[Stored data]
_____

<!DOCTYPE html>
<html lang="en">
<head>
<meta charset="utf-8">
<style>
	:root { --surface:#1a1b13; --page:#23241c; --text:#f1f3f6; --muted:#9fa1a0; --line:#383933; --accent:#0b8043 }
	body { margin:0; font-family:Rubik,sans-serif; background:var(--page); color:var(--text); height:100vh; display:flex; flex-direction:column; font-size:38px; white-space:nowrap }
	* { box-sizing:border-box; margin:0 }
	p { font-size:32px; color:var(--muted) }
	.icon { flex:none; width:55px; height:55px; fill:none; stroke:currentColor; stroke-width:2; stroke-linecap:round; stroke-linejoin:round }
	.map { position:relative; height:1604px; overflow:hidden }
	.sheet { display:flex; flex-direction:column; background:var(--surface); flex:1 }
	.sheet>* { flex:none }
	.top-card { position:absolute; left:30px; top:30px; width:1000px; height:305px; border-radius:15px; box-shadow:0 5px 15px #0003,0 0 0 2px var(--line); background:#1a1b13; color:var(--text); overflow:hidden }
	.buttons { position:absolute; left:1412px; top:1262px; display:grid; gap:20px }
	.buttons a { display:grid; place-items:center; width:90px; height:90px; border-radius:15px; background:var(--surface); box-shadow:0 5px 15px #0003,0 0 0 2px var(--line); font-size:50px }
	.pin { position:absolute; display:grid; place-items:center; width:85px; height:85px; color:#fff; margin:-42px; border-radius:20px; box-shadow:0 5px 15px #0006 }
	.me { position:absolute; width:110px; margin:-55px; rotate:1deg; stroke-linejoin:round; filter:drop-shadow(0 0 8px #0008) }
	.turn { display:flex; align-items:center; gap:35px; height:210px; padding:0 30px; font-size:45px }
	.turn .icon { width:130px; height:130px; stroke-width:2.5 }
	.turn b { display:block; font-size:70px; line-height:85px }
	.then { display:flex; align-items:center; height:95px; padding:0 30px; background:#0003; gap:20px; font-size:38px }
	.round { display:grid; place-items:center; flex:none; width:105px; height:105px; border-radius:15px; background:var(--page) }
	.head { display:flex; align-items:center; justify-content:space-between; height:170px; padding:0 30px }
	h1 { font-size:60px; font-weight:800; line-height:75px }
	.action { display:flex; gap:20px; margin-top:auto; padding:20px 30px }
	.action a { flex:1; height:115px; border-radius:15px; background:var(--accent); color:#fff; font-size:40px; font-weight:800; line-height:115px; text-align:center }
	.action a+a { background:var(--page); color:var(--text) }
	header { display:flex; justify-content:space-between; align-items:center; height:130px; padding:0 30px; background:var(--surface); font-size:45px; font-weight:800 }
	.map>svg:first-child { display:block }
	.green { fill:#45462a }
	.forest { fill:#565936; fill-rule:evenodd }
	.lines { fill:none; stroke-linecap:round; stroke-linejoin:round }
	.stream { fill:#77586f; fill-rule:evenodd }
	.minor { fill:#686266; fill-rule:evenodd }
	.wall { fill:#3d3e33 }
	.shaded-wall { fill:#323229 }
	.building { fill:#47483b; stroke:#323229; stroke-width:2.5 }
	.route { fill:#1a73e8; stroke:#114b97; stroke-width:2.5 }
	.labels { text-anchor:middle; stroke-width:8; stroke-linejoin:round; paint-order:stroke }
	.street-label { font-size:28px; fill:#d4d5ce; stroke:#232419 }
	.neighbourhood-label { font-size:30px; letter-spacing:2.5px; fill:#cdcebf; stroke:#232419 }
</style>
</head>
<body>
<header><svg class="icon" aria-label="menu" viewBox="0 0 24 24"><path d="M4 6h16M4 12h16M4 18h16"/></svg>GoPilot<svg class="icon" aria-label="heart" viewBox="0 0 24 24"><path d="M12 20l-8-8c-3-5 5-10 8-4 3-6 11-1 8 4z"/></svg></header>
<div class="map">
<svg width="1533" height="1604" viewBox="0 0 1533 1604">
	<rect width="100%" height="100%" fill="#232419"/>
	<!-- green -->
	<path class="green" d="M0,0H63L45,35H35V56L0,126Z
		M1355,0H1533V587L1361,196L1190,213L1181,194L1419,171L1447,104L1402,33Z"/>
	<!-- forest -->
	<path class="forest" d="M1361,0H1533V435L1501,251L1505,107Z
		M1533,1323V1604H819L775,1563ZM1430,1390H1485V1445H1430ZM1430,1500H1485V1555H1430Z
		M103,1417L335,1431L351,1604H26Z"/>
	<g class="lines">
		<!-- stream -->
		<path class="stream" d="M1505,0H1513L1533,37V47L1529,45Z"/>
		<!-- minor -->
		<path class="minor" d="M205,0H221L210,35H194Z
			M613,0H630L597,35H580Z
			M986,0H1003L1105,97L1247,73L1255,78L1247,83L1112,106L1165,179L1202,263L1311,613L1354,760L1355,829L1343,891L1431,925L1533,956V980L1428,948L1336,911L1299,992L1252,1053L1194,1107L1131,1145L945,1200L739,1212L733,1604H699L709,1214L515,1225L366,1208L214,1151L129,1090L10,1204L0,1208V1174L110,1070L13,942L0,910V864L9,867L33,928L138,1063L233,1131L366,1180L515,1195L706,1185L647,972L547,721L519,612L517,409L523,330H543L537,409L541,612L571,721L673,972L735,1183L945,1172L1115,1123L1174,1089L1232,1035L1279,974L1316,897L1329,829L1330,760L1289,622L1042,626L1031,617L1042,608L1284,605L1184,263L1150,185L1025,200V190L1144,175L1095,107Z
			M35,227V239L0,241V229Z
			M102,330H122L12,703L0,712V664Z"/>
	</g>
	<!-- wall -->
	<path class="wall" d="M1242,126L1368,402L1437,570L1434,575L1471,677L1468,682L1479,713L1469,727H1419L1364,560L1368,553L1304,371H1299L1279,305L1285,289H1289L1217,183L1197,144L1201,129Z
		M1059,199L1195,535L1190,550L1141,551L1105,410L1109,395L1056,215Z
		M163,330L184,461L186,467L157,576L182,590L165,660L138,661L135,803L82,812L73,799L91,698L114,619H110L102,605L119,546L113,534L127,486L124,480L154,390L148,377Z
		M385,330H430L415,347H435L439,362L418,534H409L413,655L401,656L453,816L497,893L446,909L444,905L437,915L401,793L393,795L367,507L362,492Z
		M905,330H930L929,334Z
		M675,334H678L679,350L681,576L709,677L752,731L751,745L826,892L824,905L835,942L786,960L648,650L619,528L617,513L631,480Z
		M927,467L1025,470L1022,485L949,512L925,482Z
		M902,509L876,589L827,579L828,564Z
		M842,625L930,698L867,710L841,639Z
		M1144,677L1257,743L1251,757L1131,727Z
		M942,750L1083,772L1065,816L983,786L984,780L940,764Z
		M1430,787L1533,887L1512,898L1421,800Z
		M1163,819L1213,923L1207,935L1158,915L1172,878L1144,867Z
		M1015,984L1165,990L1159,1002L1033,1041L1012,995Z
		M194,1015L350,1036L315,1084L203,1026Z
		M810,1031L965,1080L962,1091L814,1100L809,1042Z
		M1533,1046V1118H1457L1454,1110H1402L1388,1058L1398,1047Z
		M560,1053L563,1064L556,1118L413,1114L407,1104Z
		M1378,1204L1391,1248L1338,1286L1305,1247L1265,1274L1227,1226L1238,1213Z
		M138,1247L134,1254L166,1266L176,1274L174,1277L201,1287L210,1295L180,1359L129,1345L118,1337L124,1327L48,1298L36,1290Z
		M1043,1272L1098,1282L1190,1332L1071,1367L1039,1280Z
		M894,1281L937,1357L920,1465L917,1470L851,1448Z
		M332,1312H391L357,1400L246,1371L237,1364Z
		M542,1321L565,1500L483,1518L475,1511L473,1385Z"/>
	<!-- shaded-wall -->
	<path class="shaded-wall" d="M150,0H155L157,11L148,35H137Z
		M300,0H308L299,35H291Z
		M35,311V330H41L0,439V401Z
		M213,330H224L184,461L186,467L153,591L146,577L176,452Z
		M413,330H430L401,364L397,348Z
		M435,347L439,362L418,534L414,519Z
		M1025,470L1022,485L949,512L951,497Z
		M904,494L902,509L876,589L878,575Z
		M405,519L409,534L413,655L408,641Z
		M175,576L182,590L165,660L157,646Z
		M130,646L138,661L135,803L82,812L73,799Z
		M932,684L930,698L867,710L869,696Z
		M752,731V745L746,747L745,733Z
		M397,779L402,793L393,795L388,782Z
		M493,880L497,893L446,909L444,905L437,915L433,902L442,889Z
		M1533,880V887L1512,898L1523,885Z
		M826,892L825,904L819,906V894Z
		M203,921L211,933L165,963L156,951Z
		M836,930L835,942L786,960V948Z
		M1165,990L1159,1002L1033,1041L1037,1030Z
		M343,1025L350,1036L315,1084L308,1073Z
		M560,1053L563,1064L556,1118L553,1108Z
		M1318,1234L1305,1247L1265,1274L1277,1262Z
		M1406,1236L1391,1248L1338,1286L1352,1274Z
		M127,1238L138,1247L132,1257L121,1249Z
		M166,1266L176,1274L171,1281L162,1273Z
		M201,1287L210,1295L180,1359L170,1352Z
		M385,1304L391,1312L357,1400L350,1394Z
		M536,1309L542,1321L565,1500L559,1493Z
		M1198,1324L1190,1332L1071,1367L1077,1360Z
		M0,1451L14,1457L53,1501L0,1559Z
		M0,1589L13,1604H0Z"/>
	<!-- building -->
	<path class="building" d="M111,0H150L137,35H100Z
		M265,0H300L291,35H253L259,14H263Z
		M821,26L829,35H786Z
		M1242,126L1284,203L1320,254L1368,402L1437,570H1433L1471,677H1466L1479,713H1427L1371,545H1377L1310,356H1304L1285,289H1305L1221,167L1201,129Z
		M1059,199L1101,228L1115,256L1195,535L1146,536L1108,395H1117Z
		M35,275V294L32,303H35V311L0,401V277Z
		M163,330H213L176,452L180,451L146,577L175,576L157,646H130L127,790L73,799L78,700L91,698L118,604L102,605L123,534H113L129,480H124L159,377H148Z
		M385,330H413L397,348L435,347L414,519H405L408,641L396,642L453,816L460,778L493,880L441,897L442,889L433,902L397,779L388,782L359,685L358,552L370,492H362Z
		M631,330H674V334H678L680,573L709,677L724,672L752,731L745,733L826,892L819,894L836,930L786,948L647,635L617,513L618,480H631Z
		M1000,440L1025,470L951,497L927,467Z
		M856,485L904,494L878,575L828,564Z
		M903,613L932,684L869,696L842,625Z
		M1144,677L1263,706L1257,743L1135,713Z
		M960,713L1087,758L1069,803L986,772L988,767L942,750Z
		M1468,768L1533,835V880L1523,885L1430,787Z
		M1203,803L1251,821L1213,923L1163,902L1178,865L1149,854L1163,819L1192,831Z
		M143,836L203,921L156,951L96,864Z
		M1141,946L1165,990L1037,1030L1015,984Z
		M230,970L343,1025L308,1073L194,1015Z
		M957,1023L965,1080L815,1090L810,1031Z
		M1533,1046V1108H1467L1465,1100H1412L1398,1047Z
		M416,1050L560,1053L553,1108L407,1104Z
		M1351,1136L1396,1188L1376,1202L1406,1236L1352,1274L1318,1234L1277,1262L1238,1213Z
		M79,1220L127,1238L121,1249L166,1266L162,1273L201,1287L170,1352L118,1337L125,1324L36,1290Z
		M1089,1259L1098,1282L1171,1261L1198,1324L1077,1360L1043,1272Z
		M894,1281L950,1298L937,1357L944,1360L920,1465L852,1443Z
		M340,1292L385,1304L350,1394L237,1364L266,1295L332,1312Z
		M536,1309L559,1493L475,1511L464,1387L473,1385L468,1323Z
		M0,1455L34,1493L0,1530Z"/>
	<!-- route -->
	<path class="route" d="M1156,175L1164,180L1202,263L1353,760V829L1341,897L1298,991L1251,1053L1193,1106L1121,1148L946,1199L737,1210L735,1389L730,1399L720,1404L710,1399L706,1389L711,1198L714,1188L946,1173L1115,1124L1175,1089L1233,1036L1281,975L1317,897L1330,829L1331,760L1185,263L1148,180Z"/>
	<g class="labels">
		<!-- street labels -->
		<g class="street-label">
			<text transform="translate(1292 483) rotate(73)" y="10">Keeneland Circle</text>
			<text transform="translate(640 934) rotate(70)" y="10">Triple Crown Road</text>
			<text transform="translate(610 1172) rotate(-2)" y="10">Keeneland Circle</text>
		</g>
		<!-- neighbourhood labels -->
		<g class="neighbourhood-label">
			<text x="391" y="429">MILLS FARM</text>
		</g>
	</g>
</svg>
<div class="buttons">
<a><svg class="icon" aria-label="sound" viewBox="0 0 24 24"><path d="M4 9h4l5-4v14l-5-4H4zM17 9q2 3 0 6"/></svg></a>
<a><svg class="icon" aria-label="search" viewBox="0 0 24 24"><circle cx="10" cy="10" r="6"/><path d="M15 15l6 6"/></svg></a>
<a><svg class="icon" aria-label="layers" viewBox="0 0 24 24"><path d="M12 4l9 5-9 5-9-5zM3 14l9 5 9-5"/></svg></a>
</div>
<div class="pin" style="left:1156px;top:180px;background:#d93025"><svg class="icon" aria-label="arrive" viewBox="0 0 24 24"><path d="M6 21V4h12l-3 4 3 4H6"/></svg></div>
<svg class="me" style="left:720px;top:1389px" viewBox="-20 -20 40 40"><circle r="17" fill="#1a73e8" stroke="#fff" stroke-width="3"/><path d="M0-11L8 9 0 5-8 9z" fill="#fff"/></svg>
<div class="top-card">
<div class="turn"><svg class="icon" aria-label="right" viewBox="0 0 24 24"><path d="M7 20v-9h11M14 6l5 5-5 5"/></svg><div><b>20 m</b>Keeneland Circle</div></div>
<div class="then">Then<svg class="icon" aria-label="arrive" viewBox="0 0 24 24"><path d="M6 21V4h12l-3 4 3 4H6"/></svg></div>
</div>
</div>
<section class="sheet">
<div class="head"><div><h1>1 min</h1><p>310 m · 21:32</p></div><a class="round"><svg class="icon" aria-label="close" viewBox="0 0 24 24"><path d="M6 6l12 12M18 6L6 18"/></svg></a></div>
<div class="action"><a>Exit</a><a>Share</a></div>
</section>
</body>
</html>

_____

[Task instructions] Print the records above verbatim from their first line to the line containing "display:flex; align-items:center; justify-content:space-between;", both included, and stop there.

[Completed exercise]
<!DOCTYPE html>
<html lang="en">
<head>
<meta charset="utf-8">
<style>
	:root { --surface:#1a1b13; --page:#23241c; --text:#f1f3f6; --muted:#9fa1a0; --line:#383933; --accent:#0b8043 }
	body { margin:0; font-family:Rubik,sans-serif; background:var(--page); color:var(--text); height:100vh; display:flex; flex-direction:column; font-size:38px; white-space:nowrap }
	* { box-sizing:border-box; margin:0 }
	p { font-size:32px; color:var(--muted) }
	.icon { flex:none; width:55px; height:55px; fill:none; stroke:currentColor; stroke-width:2; stroke-linecap:round; stroke-linejoin:round }
	.map { position:relative; height:1604px; overflow:hidden }
	.sheet { display:flex; flex-direction:column; background:var(--surface); flex:1 }
	.sheet>* { flex:none }
	.top-card { position:absolute; left:30px; top:30px; width:1000px; height:305px; border-radius:15px; box-shadow:0 5px 15px #0003,0 0 0 2px var(--line); background:#1a1b13; color:var(--text); overflow:hidden }
	.buttons { position:absolute; left:1412px; top:1262px; display:grid; gap:20px }
	.buttons a { display:grid; place-items:center; width:90px; height:90px; border-radius:15px; background:var(--surface); box-shadow:0 5px 15px #0003,0 0 0 2px var(--line); font-size:50px }
	.pin { position:absolute; display:grid; place-items:center; width:85px; height:85px; color:#fff; margin:-42px; border-radius:20px; box-shadow:0 5px 15px #0006 }
	.me { position:absolute; width:110px; margin:-55px; rotate:1deg; stroke-linejoin:round; filter:drop-shadow(0 0 8px #0008) }
	.turn { display:flex; align-items:center; gap:35px; height:210px; padding:0 30px; font-size:45px }
	.turn .icon { width:130px; height:130px; stroke-width:2.5 }
	.turn b { display:block; font-size:70px; line-height:85px }
	.then { display:flex; align-items:center; height:95px; padding:0 30px; background:#0003; gap:20px; font-size:38px }
	.round { display:grid; place-items:center; flex:none; width:105px; height:105px; border-radius:15px; background:var(--page) }
	.head { display:flex; align-items:center; justify-content:space-between; height:170px; padding:0 30px }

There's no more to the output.